In 2010, Kalamazoo College signed the Sustainability and Climate Action Plan, committing the college to reduce the college’s environmental footprint. A crucial part of reducing that footprint is the sequestration of green house gasses, specifically carbon. Carbon sequestration is the removal of greenhouse gasses from the atmosphere and storing it in a reservoir. Put more simply, carbon sequestration is carbon capture and storage. The carbon sequestration project aims to measure the amount of carbon the Arboretum sequesters annually.

Land History

In 1890, the land the college’s Lillian Anderson Arboretum now occupies was established as a homestead and farmed. In the mid 1940’s, this land was abandoned and the process of reforestation allowed to begin (Cooper 2009). During the period when the Arboretum was farmed, its carbon reserves were depleted. Now that it has been able to regrow, organisms from trees to microbes have been accumulating stored carbon. The carbon sequestration project aims to measure the rate at which carbon is taken from the atmosphere and stored. For the purposes of measurement, carbon sequestration is broken down into four categories; trees, soil, forest floor, and understory growth. At this point in the project, we have created a baseline measurement of the total carbon found in the soils and in the tree biomass of the Lillian Anderson Arboretum.

At K college

In 2009 Benjamin Cooper (K 2010) and Ellen Smith (K 2011) created a baseline measurement of the biomass in the trees and created a procedure for future measurements to be compared to the baseline. Within forested areas, Cooper and Smith established 35 permanent circular plots, each 40 meters in diameter and measured the diameter of the trees at breast height (1.4 meters). They used these measurements to extrapolate the carbon stored in the above ground biomass, and provided estimates for carbon in the soil, forest floor, and undergrowth.
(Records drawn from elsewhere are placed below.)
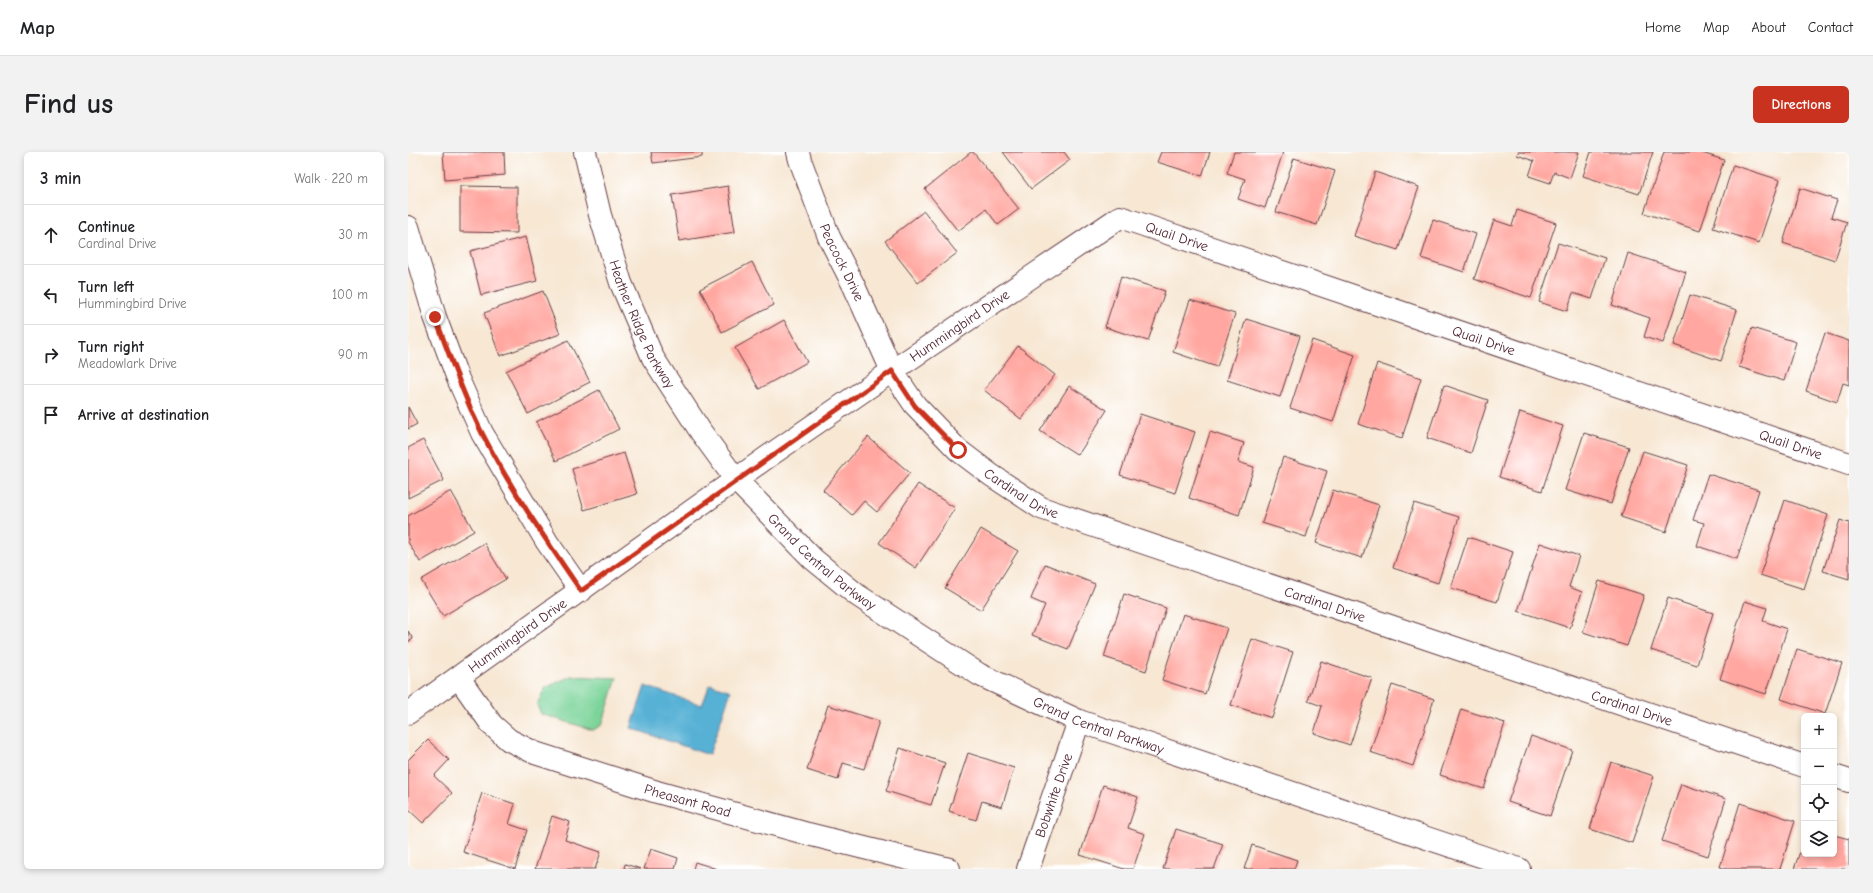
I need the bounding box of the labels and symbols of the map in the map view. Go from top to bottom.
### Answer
street label: Quail Drive [1143,218,1211,255]
street label: Peacock Drive [816,221,868,304]
street label: Heather Ridge Parkway [606,258,679,392]
street label: Hummingbird Drive [906,286,1013,365]
route end [426,308,444,326]
street label: Quail Drive [1450,322,1518,359]
street label: Quail Drive [1757,426,1824,463]
route start [949,441,967,459]
street label: Cardinal Drive [981,464,1061,522]
street label: Grand Central Parkway [765,510,880,614]
street label: Cardinal Drive [1282,582,1368,626]
street label: Hummingbird Drive [465,594,570,676]
street label: Cardinal Drive [1589,686,1675,729]
street label: Grand Central Parkway [1031,692,1167,758]
street label: Bobwhite Drive [1031,751,1076,840]
street label: Pheasant Road [642,780,733,821]

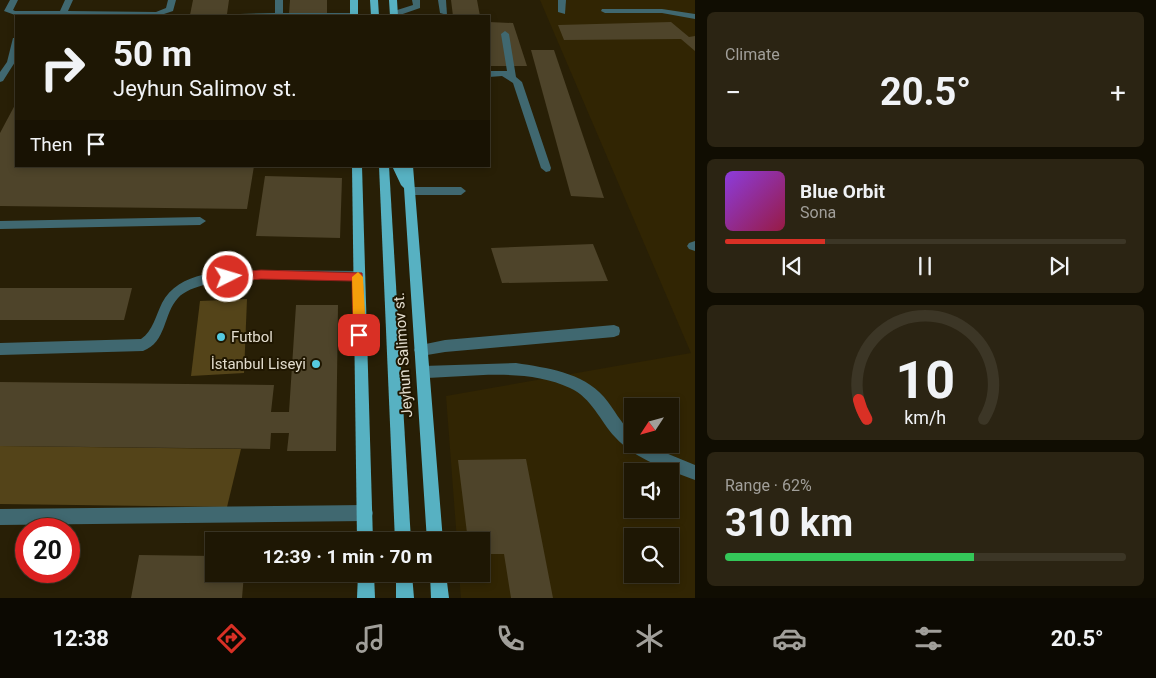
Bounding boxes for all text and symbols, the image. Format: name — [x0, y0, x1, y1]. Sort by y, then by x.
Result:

Photo of an example of a soil core used for the carbon sequestration project.

The following year, Trace Redmond (K 2013) created a baseline measurement of the carbon stored in the arboretum’s soil. Redmond took at least twenty soil samples in each land cover area (pines, prairie, hardwoods etc.) to a depth of 30 cm using a soil corer. He then measured carbon content of the samples, using these values to extrapolate the carbon stored in the soil of the arboretum.

Results

As of 2010, we estimated the Lillian Anderson Arboretum at 9,838.52 Mg Carbon. This figure includes the measurements of 5,952.38 Mg (mega-gram or metric ton) stored in the trees and 3003.50 Mg in the soil, as well as the estimates of the understory and forest floor at 99.40 Mg and 783.24 Mg, respectively.
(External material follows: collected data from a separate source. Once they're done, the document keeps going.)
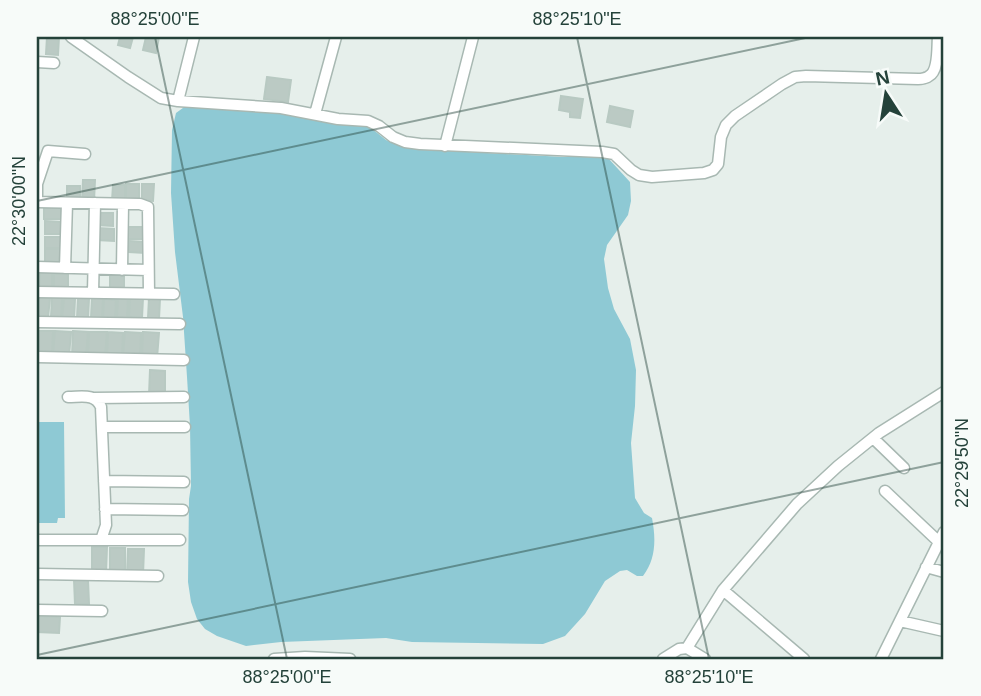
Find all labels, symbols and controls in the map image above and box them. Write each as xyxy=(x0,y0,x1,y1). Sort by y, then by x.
text: 88°25'00"E xyxy=(110,9,200,29)
text: 88°25'10"E xyxy=(532,9,622,29)
north arrow xyxy=(852,60,922,130)
text: N xyxy=(874,66,891,90)
text: 22°30'00"N xyxy=(9,156,29,246)
text: 22°29'50"N xyxy=(952,418,972,508)
text: 88°25'00"E xyxy=(242,667,332,687)
text: 88°25'10"E xyxy=(664,667,754,687)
A measurement of the carbon stored in the trees and the carbon stored in the soil will need to be conducted every five years and compared to the established baseline (original measurement). Then we will be able to determine how much carbon the arboretum is sequestering (taking in) annually, and use that sequestered carbon to offset the College’s emissions.

Future work

To further the accuracy of the total carbon stored in the arboretum, a baseline measurement should be made of both the carbon stored in the forest floor and the understory. A study that compares the organic carbon sequestration of the on campus soil to that of the arboretum could be used to manage the on campus soil to closely match the soil in the arboretum.